* **Your task**:
A faithful, picture-free copy of the listing below is required.

* **Records to process**:

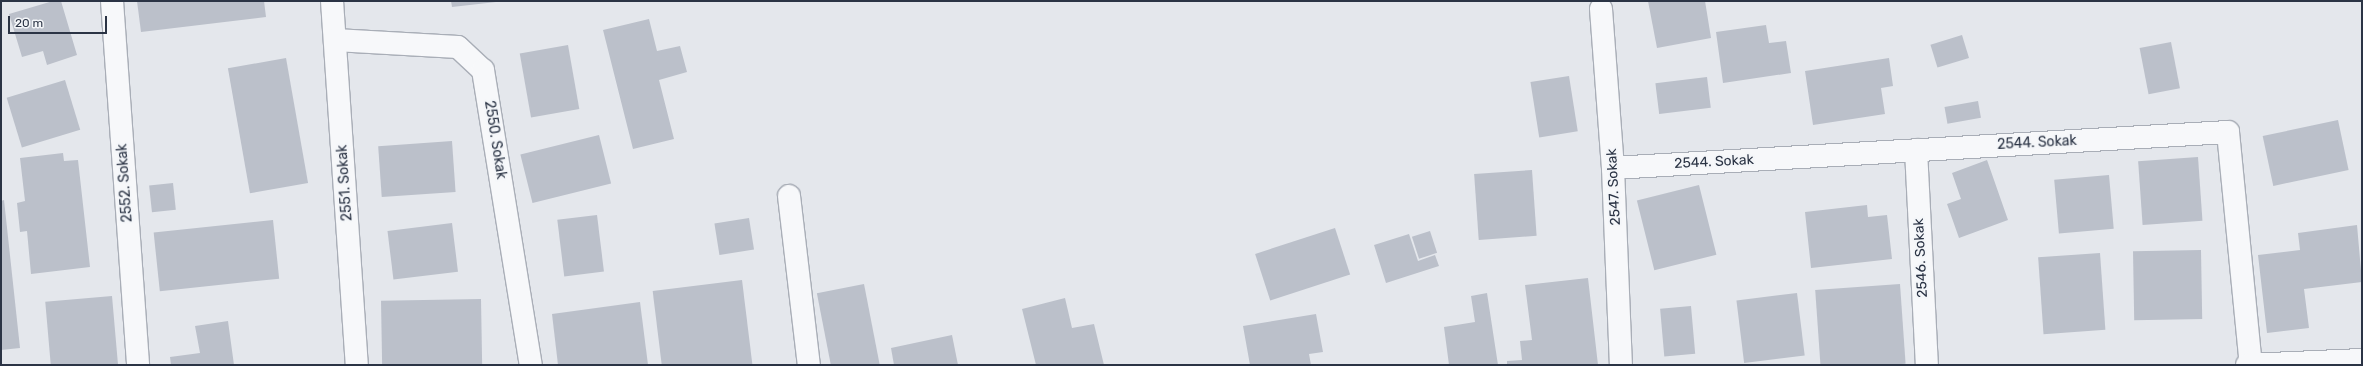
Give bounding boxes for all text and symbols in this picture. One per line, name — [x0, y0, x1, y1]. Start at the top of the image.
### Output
scale bar — [10, 8, 109, 34]
text: 20 m — [15, 16, 43, 30]
street label: 2550. Sokak — [481, 100, 509, 180]
street label: 2544. Sokak — [1997, 133, 2077, 153]
street label: 2552. Sokak — [114, 143, 136, 223]
street label: 2551. Sokak — [334, 144, 356, 222]
street label: 2547. Sokak — [1604, 148, 1624, 226]
street label: 2544. Sokak — [1674, 152, 1754, 172]
street label: 2546. Sokak — [1911, 218, 1931, 298]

* **Solved problem**:
Give bounding boxes for all text and symbols in this picture. One per line, name — [x0, y0, x1, y1]. Start at the top of the image.
### Output
scale bar — [10, 8, 109, 34]
text: 20 m — [15, 16, 43, 30]
street label: 2550. Sokak — [481, 100, 509, 180]
street label: 2544. Sokak — [1997, 133, 2077, 153]
street label: 2552. Sokak — [114, 143, 136, 223]
street label: 2551. Sokak — [334, 144, 356, 222]
street label: 2547. Sokak — [1604, 148, 1624, 226]
street label: 2544. Sokak — [1674, 152, 1754, 172]
street label: 2546. Sokak — [1911, 218, 1931, 298]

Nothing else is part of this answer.